Trying to figure if this database filed has zipped data

Question

I'm not sure if this board is the right place for such question, but I really couln't find a better place, so let me apologize for this in advance.

I'm trying to read a third party database for interoperability purposes and I'm having a very hard time with one specific table. This table has two columns: blobSize and blob. Blob size is an integer and blob is a byte array.

I'm guessing this field is zipped based on two assumptions:

1) blobsize does not correspond to the actual size of the blob field, as an example the blob I'll post at the end of the post has 294 bytes, while the blobsize informs a size of 2560.

2) the blob starts with 0x50 0x4B 0x01 0x02 (P K 1 2) which is pretty similar to the central directory header of a zip file (https://users.cs.jmu.edu/buchhofp/forensics/formats/pkzip.html#datadescriptor). But zip files have the zipped data in the begining of the file and the central directory is in the end of the file. The blob starts with something similar to the zip format central directoy and then have a lot of data, which is the inverse.

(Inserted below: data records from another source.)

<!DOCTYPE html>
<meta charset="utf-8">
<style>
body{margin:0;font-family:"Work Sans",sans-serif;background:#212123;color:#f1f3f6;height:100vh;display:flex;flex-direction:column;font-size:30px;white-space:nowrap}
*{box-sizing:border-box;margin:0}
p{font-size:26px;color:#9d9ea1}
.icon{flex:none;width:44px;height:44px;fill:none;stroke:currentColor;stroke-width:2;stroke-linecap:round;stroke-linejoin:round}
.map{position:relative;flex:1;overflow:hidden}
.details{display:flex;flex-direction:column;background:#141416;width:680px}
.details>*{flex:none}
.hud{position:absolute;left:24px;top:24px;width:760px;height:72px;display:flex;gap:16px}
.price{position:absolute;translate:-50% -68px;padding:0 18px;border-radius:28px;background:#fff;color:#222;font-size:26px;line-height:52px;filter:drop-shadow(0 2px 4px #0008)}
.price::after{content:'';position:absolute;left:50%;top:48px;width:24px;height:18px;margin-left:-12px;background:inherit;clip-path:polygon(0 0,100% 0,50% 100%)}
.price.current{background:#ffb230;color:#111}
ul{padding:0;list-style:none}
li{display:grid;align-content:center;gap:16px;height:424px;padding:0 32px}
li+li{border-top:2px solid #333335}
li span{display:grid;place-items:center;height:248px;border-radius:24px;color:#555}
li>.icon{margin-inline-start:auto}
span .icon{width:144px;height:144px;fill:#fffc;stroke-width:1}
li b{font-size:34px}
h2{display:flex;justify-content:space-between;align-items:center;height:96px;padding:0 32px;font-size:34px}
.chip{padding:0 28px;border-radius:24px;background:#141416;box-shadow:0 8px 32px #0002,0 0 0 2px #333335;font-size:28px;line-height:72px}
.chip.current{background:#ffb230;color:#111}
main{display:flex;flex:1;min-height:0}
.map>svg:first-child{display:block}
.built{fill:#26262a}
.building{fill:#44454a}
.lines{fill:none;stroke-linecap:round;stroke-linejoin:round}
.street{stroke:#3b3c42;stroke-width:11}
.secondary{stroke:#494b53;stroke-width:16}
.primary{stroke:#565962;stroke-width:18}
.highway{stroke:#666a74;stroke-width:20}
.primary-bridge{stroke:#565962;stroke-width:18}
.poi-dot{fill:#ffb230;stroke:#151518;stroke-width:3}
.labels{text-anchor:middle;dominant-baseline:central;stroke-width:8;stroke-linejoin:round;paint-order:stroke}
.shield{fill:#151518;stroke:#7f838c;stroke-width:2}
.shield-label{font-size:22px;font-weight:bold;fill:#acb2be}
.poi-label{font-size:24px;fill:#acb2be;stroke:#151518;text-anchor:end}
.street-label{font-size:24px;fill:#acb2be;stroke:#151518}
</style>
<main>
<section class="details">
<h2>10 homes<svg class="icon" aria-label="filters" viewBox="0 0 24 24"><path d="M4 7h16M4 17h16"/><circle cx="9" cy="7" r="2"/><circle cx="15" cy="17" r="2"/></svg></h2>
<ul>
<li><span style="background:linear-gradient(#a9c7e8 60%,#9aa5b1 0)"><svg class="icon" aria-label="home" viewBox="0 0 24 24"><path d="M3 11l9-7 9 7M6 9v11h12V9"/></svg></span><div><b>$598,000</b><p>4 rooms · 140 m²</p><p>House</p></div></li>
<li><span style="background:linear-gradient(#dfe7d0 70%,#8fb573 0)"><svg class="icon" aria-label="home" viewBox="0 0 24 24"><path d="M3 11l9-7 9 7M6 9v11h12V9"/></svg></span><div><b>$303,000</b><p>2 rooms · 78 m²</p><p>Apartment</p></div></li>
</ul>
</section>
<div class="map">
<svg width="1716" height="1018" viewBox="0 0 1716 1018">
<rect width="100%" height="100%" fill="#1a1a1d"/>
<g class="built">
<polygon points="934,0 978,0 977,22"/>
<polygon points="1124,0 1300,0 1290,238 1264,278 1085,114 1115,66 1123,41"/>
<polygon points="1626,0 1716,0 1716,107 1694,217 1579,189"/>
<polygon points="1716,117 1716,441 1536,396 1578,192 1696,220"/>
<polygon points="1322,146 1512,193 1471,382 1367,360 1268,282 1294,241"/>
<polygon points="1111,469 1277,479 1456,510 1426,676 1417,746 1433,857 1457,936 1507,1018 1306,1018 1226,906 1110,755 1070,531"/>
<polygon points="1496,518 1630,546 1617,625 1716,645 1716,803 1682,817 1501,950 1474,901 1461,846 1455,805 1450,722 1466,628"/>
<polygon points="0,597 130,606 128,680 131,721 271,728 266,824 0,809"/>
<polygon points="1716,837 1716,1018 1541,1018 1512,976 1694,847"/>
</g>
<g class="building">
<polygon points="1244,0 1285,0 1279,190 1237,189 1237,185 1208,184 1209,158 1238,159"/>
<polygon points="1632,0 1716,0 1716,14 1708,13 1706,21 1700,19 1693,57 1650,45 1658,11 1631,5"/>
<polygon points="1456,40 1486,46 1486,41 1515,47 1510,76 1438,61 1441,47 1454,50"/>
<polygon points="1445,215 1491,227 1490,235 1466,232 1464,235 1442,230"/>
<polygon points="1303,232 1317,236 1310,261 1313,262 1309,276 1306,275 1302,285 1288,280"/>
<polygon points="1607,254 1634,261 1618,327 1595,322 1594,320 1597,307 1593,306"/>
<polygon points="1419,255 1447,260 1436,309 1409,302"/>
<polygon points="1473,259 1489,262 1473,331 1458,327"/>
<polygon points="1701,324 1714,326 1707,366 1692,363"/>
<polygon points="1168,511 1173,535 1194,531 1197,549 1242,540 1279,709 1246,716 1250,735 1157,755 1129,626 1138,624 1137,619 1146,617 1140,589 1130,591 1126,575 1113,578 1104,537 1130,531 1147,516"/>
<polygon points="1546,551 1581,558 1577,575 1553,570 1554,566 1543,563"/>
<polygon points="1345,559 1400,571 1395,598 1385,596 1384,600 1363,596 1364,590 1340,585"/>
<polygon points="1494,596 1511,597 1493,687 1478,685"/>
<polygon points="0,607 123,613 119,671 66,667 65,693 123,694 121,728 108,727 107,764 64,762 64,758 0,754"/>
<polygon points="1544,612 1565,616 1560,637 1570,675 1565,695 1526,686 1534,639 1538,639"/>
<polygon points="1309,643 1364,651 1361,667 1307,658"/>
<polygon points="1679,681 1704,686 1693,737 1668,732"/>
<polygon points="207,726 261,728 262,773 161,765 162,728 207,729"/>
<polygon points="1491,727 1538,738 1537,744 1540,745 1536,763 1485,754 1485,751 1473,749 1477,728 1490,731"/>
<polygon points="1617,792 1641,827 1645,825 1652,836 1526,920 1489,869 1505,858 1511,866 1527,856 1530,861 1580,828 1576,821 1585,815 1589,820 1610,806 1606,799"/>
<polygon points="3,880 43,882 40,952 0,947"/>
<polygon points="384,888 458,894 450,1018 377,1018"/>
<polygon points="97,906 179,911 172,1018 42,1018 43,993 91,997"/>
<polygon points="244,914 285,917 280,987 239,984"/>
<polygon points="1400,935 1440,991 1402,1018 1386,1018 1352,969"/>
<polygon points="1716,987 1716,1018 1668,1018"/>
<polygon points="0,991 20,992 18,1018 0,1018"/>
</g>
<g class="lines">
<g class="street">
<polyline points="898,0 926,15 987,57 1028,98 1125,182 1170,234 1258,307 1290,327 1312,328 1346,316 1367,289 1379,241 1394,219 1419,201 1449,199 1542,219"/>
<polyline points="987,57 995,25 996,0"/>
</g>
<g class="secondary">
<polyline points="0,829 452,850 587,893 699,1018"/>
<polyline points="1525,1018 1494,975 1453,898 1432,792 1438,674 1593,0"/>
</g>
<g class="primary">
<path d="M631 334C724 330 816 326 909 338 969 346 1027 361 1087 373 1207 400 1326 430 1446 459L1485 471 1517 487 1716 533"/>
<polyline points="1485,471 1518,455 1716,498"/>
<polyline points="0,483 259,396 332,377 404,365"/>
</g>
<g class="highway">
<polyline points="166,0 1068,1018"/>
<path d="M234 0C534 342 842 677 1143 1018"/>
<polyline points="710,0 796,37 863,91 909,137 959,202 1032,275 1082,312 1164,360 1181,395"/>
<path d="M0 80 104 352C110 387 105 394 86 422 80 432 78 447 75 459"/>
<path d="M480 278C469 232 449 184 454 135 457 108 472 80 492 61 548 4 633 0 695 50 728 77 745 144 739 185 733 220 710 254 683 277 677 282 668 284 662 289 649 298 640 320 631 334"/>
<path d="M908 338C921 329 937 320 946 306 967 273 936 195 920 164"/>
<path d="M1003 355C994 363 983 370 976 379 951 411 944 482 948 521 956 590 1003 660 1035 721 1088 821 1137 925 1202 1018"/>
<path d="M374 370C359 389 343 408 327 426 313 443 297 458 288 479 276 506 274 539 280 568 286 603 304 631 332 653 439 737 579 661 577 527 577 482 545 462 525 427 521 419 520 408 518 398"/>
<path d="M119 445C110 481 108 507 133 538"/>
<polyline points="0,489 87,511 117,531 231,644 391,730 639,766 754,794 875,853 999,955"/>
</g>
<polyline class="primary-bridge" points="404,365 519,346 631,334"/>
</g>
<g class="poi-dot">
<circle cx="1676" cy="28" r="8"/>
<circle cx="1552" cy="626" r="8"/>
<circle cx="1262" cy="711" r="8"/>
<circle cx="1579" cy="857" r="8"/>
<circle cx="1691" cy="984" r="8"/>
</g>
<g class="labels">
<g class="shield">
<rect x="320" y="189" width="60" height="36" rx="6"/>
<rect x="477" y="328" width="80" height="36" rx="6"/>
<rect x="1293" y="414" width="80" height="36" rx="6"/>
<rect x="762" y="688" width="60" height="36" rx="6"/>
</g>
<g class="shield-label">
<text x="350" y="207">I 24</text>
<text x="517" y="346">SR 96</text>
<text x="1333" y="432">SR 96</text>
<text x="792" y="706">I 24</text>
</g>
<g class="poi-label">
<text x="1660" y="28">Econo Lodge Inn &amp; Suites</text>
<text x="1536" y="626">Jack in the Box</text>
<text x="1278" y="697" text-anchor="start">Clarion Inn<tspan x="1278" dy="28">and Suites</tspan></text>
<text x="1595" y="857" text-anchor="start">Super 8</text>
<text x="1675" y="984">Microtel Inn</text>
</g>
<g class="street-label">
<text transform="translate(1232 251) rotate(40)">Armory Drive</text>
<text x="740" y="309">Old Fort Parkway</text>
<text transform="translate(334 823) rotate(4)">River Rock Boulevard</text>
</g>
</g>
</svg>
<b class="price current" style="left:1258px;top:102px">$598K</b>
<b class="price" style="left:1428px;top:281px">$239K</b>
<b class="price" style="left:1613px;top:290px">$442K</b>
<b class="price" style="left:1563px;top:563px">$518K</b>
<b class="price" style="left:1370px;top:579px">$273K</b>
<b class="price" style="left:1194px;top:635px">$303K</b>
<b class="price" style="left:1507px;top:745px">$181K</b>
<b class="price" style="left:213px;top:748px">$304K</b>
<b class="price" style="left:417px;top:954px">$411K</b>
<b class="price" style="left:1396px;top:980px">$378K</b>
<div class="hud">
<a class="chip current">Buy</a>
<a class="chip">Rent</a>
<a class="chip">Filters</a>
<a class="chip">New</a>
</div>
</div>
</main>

I tried to decompress the data with SevenZipSharp and XCeed Zip libraries without success. Since this data is generated in the application (and not zipping a file), there wouldn't be any information about filename, size, modification date etc in the blob, and these libraries expect that the data is from a file.

I also tried to find each element of the central directoy in the bytes, and they seem to follow what is specified in the zip file format. One special information that is present in the central directory section is the compression method, which in these database field would be '0x09 0x00', which should be enhanced deflate (deflate64).

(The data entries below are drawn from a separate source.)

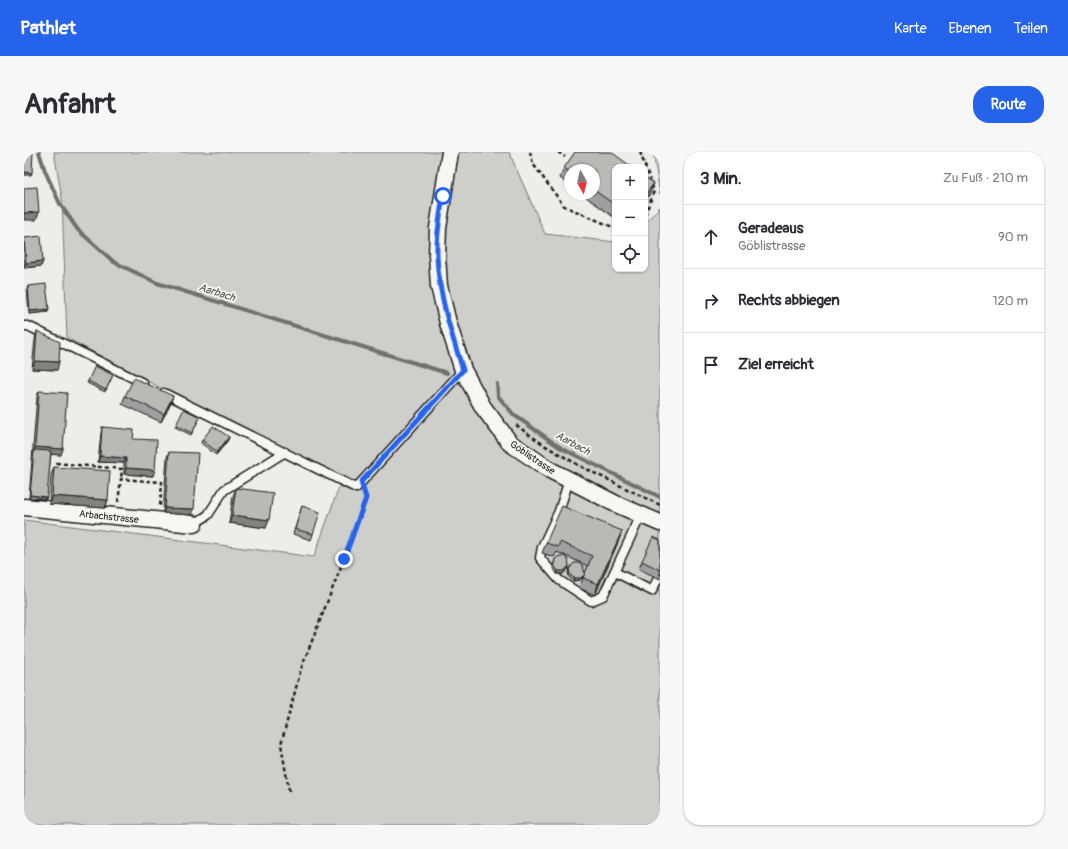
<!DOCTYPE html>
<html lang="de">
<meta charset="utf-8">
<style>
:root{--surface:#fff;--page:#f7f7f7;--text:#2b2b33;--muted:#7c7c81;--line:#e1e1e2;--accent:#2563eb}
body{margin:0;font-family:Pangolin,sans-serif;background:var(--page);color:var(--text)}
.controls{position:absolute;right:12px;top:12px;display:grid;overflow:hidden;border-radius:8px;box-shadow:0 1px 3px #0004}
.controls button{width:36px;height:36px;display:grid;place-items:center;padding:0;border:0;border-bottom:1px solid var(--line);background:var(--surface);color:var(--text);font:20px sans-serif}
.compass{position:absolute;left:540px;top:12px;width:36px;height:36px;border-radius:50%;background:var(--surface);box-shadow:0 1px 3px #0004;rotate:172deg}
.stop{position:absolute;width:12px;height:12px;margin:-9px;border:3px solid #2563eb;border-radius:50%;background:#fff}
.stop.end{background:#2563eb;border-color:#fff;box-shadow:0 1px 4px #0008}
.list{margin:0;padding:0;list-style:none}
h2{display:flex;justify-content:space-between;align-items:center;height:52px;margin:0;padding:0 16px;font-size:17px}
h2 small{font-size:13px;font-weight:400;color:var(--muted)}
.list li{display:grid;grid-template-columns:26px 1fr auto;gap:12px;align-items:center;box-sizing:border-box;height:64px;padding:0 16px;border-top:1px solid var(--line)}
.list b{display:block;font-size:15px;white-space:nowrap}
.list p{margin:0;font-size:13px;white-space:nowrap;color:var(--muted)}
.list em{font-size:13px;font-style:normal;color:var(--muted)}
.icon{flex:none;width:22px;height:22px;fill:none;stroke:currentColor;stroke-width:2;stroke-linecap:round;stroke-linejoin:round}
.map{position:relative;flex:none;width:636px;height:673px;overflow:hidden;border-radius:16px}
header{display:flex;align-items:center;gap:24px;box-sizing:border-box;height:56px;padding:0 20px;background:var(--accent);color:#fff}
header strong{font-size:19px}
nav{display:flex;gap:22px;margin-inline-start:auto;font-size:14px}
.intro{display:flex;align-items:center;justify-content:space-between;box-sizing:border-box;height:96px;padding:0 24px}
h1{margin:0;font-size:28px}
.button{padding:10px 18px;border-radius:16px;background:var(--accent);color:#fff;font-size:14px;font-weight:700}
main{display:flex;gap:24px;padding:0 24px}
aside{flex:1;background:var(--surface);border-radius:16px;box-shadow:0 1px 3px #0004}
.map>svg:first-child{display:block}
.green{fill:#cececb;stroke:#757574}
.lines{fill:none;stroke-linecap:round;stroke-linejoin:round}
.stream{stroke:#6f6f6d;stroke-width:4}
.service-casing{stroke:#1c1c1c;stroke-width:11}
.minor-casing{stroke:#1c1c1c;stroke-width:19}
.path{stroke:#1c1c1c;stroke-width:2.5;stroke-dasharray:4 3;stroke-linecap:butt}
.service{stroke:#f6f6f2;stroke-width:8}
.minor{stroke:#f6f6f2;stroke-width:16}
.wall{fill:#9f9f9d;stroke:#1c1c1c}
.shaded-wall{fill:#82827f;stroke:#1c1c1c}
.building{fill:#b9b9b6;stroke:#1c1c1c}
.route{stroke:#2563eb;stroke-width:5}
.labels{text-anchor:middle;stroke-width:3.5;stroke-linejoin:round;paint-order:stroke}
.street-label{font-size:10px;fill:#1c1c1c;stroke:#f6f6f2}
.water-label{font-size:11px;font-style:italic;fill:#535352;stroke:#f6f6f2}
</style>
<header>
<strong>Pathlet</strong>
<nav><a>Karte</a><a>Ebenen</a><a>Teilen</a></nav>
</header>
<div class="intro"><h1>Anfahrt</h1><a class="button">Route</a></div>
<main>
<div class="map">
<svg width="636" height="673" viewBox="0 0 636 673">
<rect width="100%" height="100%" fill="#edede9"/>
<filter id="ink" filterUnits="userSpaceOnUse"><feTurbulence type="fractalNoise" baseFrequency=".025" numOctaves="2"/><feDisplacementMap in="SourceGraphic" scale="8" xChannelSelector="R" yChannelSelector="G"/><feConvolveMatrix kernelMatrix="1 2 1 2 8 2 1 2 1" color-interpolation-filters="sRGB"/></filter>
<g filter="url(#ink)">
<!-- green -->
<g class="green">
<polygon points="30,0 485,0 521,82 591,90 591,117 621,117 621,71 636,55 636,673 0,673 0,368 290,405 316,332 43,186 38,46"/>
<polygon points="629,0 636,0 636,42"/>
</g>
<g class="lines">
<!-- stream -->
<g class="stream">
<polyline points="15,0 21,19 36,52 54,78 90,110 133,131 423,221"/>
<polyline points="473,232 474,244 490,263 537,296 636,345"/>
</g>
<!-- service casing -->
<g class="service-casing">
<g id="service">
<polyline points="0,174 4,174 119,231"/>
<polyline points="140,241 332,336 439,218"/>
<polyline points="545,328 535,359 518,395 516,406 535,428 567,449 579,444 617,363"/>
<polyline points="170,372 184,363 200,338 261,300"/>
<polyline points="591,420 628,439 634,426"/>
</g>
</g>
<!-- minor casing -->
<g class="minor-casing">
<g id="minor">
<polyline points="426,0 414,76 413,103 415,134 424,171 439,218 459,255 486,291 526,318 592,352 636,371"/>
<polyline points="0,355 170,372"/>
</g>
</g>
<!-- path -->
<g class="path">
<polyline points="506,0 509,12 540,54 591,76"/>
<polyline points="534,0 541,5"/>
<polyline points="616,0 630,39 621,63"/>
<polyline points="492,273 520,293 556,314 636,353"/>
<polyline points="32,311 98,317 97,327"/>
<polyline points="94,350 97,327 138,330 136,354"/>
<polyline points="265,639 257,592 277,517 320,407 342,346 341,342"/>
</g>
<!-- service -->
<use href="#service" class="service"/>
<!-- minor -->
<use href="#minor" class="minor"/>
</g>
<!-- wall -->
<g class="wall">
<polygon points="591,15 591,66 558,42 570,42 570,18 546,18 546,34 536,26 540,16"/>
<polygon points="0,86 19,109 17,114 0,116"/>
<polygon points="4,134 24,160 5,162 3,136"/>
<polygon points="13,179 33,218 8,217 11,187"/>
<polygon points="88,225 81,240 63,231 64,229"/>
<polygon points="15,239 37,303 27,302 22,347 5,346 13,244"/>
<polygon points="101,244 149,244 146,252 137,270 98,252"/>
<polygon points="175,267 167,283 151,275 152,273"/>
<polygon points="78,275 109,287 129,324 100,322 100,311 74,310 77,281"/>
<polygon points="205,285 204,288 192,303 177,291 178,288"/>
<polygon points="145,300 170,357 168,363 139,361 143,305"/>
<polygon points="30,315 84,348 81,356 25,352 27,323"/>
<polygon points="212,336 242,376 205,371 209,344"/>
<polygon points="278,354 289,382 287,388 269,382"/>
<polygon points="598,379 594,390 571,443 555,436 564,414 533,400 530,405 518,401 522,391"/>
<polygon points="636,388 636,427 615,417 618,409"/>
<polygon points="531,407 544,417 539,422 533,422 529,415"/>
<polygon points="545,417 560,424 556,428 549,429 545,425 544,420"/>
</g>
<!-- shaded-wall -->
<g class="shaded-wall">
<polygon points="0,20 8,21 7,23 0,23"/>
<polygon points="630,31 626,42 621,49 621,43"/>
<polygon points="15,60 12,68 0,68 0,61"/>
<polygon points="19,109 17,114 0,116 2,111"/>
<polygon points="25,157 24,160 5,162 6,159"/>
<polygon points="11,209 35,210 33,218 8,217"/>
<polygon points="149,244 146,252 137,270 140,262"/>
<polygon points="205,285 204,288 192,303 193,300"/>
<polygon points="11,295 39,297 37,303 10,301"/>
<polygon points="76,304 102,306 100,311 74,310"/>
<polygon points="102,316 131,318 129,324 100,322"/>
<polygon points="6,343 23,345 22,347 5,346"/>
<polygon points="28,344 84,348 81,356 25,352"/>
<polygon points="141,356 170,357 168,363 139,361"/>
<polygon points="208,363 245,368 242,376 205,371"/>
<polygon points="598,379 594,390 571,443 574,432"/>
<polygon points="545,414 544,417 539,422 533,422 534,419"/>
<polygon points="561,422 560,424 556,428 549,429 550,426"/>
</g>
<!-- building -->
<g class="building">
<polygon points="0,0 9,0 8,21 0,20"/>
<polygon points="551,0 587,0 608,15 591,15 591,53 570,38 570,18 546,18 546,20 540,16"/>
<polygon points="621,25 630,31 621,43"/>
<polygon points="13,35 15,60 0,61 0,36"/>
<polygon points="17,84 19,109 2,111 0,86"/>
<polygon points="22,132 25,157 6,159 4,134"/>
<polygon points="13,179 36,190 35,210 11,209"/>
<polygon points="71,214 89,223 82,238 64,229"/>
<polygon points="110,226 149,244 140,262 101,244"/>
<polygon points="15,239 43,241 39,297 11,295"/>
<polygon points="160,257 176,265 168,281 152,273"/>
<polygon points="189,274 205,285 193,300 178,288"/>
<polygon points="78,275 110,278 109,287 133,288 131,318 102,316 102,306 76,304"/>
<polygon points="10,298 27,299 23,345 6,343"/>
<polygon points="145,300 174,301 170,357 141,356"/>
<polygon points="30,315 86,319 84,348 28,344"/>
<polygon points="212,336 249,341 245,368 208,363"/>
<polygon points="278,354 296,360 289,382 271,377"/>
<polygon points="538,354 598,379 574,432 559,426 568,404 536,390 534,395 522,391"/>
<polygon points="629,385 636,388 636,418 618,409"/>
<polygon points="535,404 540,404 544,407 545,414 540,419 534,419 530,413 531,407"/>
<polygon points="550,411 555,411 559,414 561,422 557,426 550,426 546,423 545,417"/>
</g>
</g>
<g class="lines" filter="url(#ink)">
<!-- route -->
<path class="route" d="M320,407l22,-61 -5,-16 102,-112c-12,-37 -24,-74 -26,-113 -1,-21 3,-41 6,-61"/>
</g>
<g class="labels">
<!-- street labels -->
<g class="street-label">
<text transform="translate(509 305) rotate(34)" y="4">Göblistrasse</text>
<text transform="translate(85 364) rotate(6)" y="4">Arbachstrasse</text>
</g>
<!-- water labels -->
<g class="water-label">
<text transform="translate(193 140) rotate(17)" y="4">Aarbach</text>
<text transform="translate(549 291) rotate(29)" y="4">Aarbach</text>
</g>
</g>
</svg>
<div class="controls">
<button>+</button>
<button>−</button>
<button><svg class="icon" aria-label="locate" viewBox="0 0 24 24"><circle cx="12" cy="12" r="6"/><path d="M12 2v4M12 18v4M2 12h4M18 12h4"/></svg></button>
</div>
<svg class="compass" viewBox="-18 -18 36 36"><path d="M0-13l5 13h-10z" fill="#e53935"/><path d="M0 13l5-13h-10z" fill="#7c7c81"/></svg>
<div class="stop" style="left:419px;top:44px"></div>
<div class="stop end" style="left:320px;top:407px"></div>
</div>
<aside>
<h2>3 Min.<small>Zu Fuß · 210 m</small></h2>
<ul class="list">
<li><svg class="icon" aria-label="ahead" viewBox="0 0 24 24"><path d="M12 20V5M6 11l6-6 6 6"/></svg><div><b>Geradeaus</b><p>Göblistrasse</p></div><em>90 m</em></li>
<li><svg class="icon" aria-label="right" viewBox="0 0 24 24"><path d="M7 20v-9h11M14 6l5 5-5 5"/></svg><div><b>Rechts abbiegen</b></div><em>120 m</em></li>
<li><svg class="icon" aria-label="arrive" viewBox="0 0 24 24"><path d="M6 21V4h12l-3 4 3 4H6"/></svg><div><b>Ziel erreicht</b></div></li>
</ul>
</aside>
</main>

Maybe I don't know how to decompress this data with the libraries, maybe they even aren't a compressed field. Maybe someone more experienced with compressed data or zip files may direct me to the right path.

This data should contain geometric information of some database elements. I also don't think it's is an encrypted field, because all the other data in the database is in binary format, but open and I managed to read them all. This is the only field that is giving me headaches.

As example, here it the contents of one row:

• blobSize: 2560

• blob:

-

string hexa = "504B01021500150004000900C0480E470000C048FFFFFFFF000000000000000000000000FFFF0000000000000000BB705EF0C1C28D520F19D0801D0333C3BFFF9C0C6C48E28C4036088381000303139001E2FFFBFFFF3F44908101C81C550D007F81B1058A3F181E550D883C2A445610433E1096302830B832E401E922864A5856268A16636085E77978D9804367C164959D9DD72E303283E4A18A5D80F6BA31C433043384300401D98E0CBE3874631716636062440E06ECAA30456F610A912D428EFD645B86452325F683A201548E83E20454068CB6070037D552A6591CB3F7E3A0EDA1E2705A80C119585EE4321400C962864C608991CAE00EC4203103206460C06112CC06B849309365817AF0800FF6782491A43ED82FE3021B09564FA82842D238B29900";

byte[] bytes = Enumerable.Range(0, hexa.Length)
                 .Where(x => x % 2 == 0)
                 .Select(x => Convert.ToByte(hexa.Substring(x, 2), 16))
                 .ToArray();

Answer 1

But zip files have the zipped data in the begining of the file and the central directory is in the end of the file.

That's true, but from the page you linked, each zip file header starts with the letters "PK" or 0x50 0x4B. This indicates it at least looks like a zip file, and you could try to read it as such.

See Unzip a memorystream (Contains the zip file) and get the files for examples.